Task item:
The line holding "Detect all labels, markers" is the last one to output; start at the first line of the data, keep every line in between exactly, and leave out pictures.

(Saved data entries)
↓
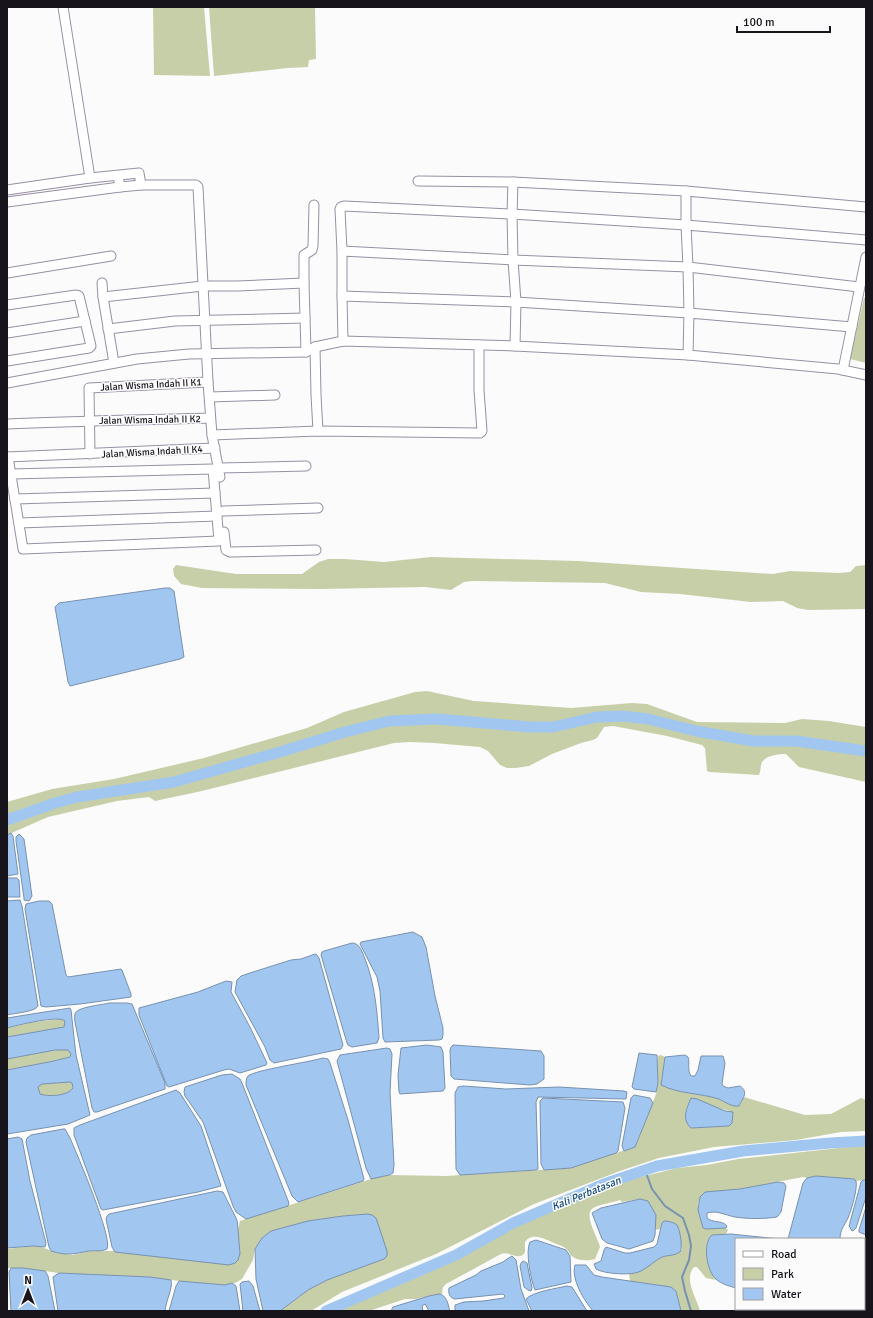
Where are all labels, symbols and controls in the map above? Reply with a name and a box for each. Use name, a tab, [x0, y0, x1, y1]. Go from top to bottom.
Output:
scale bar	[737, 8, 830, 34]
text: 100 m	[743, 15, 775, 30]
street label: Jalan Wisma Indah II K1	[100, 376, 202, 394]
street label: Jalan Wisma Indah II K2	[99, 413, 201, 427]
street label: Jalan Wisma Indah II K4	[101, 443, 204, 461]
water label: Kali Perbatasan	[550, 1173, 624, 1213]
legend	[735, 1238, 865, 1310]
text: Road	[771, 1247, 797, 1262]
text: Park	[771, 1267, 794, 1282]
north arrow	[8, 1270, 48, 1310]
text: N	[24, 1274, 32, 1287]
text: Water	[771, 1287, 802, 1302]

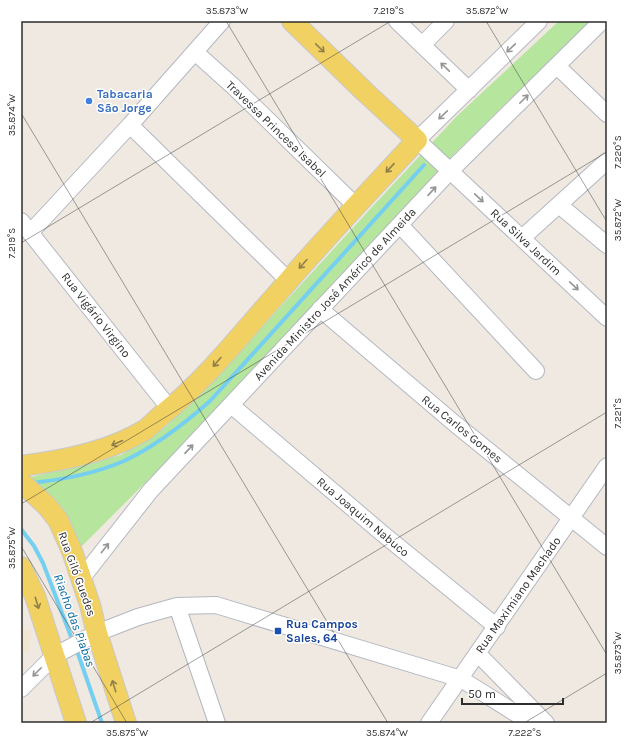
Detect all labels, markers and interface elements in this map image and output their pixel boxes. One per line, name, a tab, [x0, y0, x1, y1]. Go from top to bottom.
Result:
text: 35.873°W	[206, 5, 248, 17]
text: 7.219°S	[374, 5, 404, 17]
text: 35.872°W	[466, 5, 508, 17]
one-way arrow	[315, 43, 325, 53]
one-way arrow	[506, 43, 516, 53]
one-way arrow	[440, 62, 450, 72]
street label: Travessa Princesa Isabel	[223, 78, 329, 180]
place label: Tabacaria São Jorge	[97, 87, 153, 115]
text: 35.874°W	[6, 94, 18, 136]
one-way arrow	[519, 94, 529, 104]
marker: Tabacaria São Jorge	[84, 96, 94, 106]
one-way arrow	[438, 110, 448, 120]
text: 7.220°S	[612, 135, 624, 169]
one-way arrow	[386, 163, 395, 174]
one-way arrow	[427, 186, 436, 196]
one-way arrow	[474, 193, 484, 202]
text: 35.872°W	[612, 199, 624, 241]
street label: Avenida Ministro José Américo de Almeida	[251, 205, 419, 383]
street label: Rua Silva Jardim	[488, 206, 564, 278]
text: 7.219°S	[6, 228, 18, 258]
one-way arrow	[298, 259, 307, 269]
street label: Rua Vigário Virgino	[59, 270, 133, 360]
one-way arrow	[568, 282, 579, 291]
one-way arrow	[212, 357, 222, 367]
street label: Rua Carlos Gomes	[419, 392, 505, 466]
text: 7.221°S	[612, 398, 624, 428]
one-way arrow	[111, 440, 123, 447]
one-way arrow	[185, 444, 194, 454]
street label: Rua Joaquim Nabuco	[314, 474, 412, 560]
text: 35.875°W	[6, 527, 18, 569]
street label: Rua Giló Guedes	[55, 530, 99, 618]
street label: Rua Maximiano Machado	[472, 534, 564, 656]
one-way arrow	[101, 542, 110, 553]
water label: Riacho das Piabas	[51, 572, 98, 669]
one-way arrow	[34, 596, 41, 609]
place label: Rua Campos Sales, 64	[286, 617, 358, 645]
marker: Rua Campos Sales, 64	[273, 626, 283, 636]
text: 35.873°W	[612, 632, 624, 674]
one-way arrow	[32, 667, 42, 677]
one-way arrow	[110, 680, 117, 693]
scale bar	[462, 680, 563, 706]
text: 50 m	[468, 687, 496, 701]
text: 35.875°W	[106, 727, 148, 739]
text: 35.874°W	[366, 727, 408, 739]
text: 7.222°S	[508, 727, 542, 739]

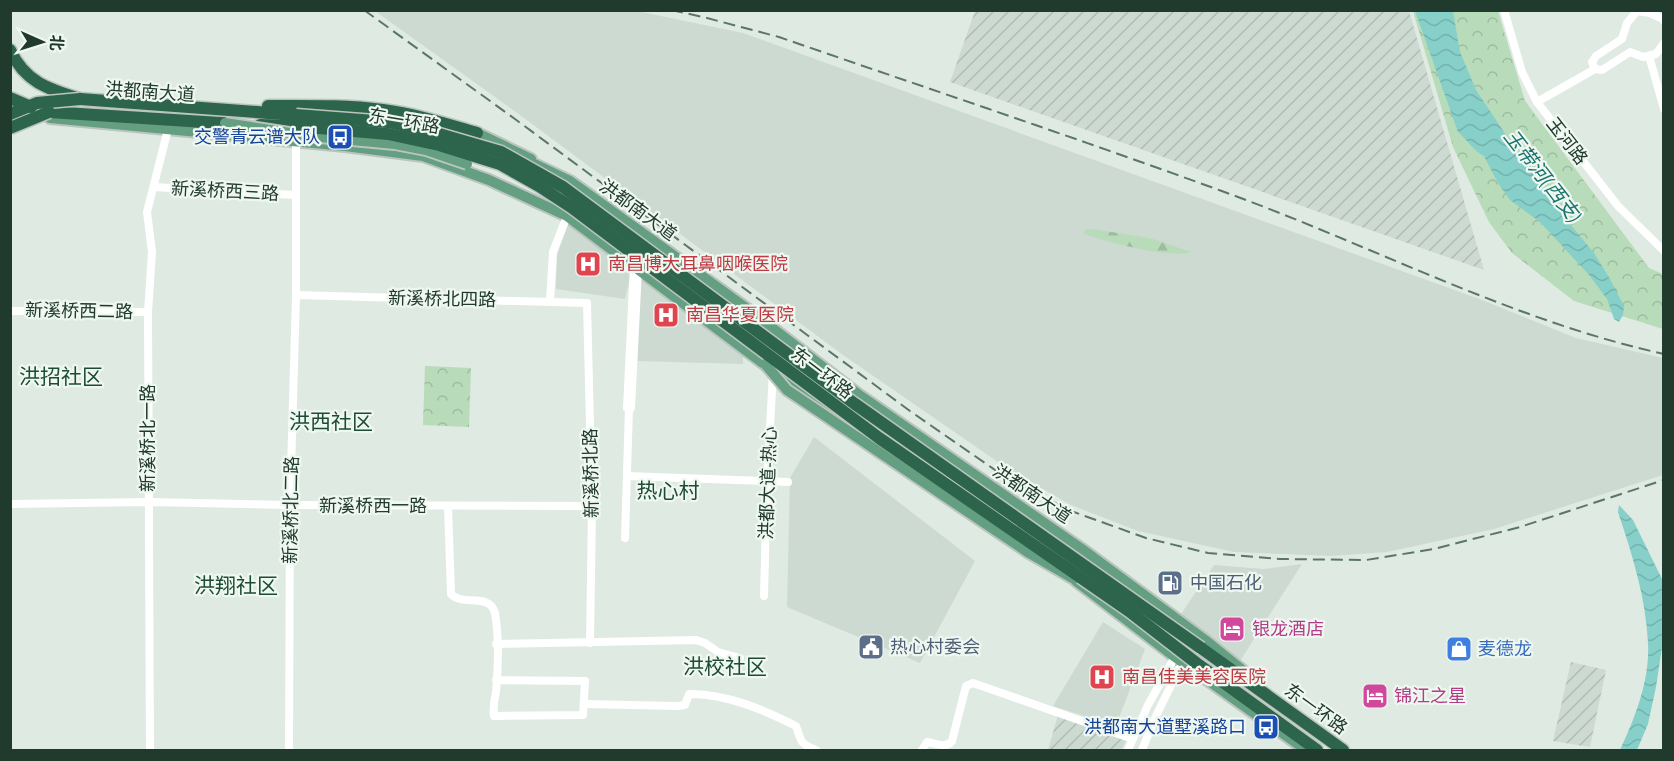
↑
Response box:
Where are all labels, symbols and controls in the map above? Reply with a name and a box for each. Use name, a tab, [x0, y0, x1, y1]. Go from top to bottom.
Output:
scale bar	[737, 8, 830, 34]
text: 100 m	[743, 15, 775, 30]
street label: Jalan Wisma Indah II K1	[100, 376, 202, 394]
street label: Jalan Wisma Indah II K2	[99, 413, 201, 427]
street label: Jalan Wisma Indah II K4	[101, 443, 204, 461]
water label: Kali Perbatasan	[550, 1173, 624, 1213]
legend	[735, 1238, 865, 1310]
text: Road	[771, 1247, 797, 1262]
text: Park	[771, 1267, 794, 1282]
north arrow	[8, 1270, 48, 1310]
text: N	[24, 1274, 32, 1287]
text: Water	[771, 1287, 802, 1302]

Detect all labels, markers and interface elements in this map image and output their pixel boxes. One per line, name, a tab, [x0, y0, x1, y1]. Go from top to bottom.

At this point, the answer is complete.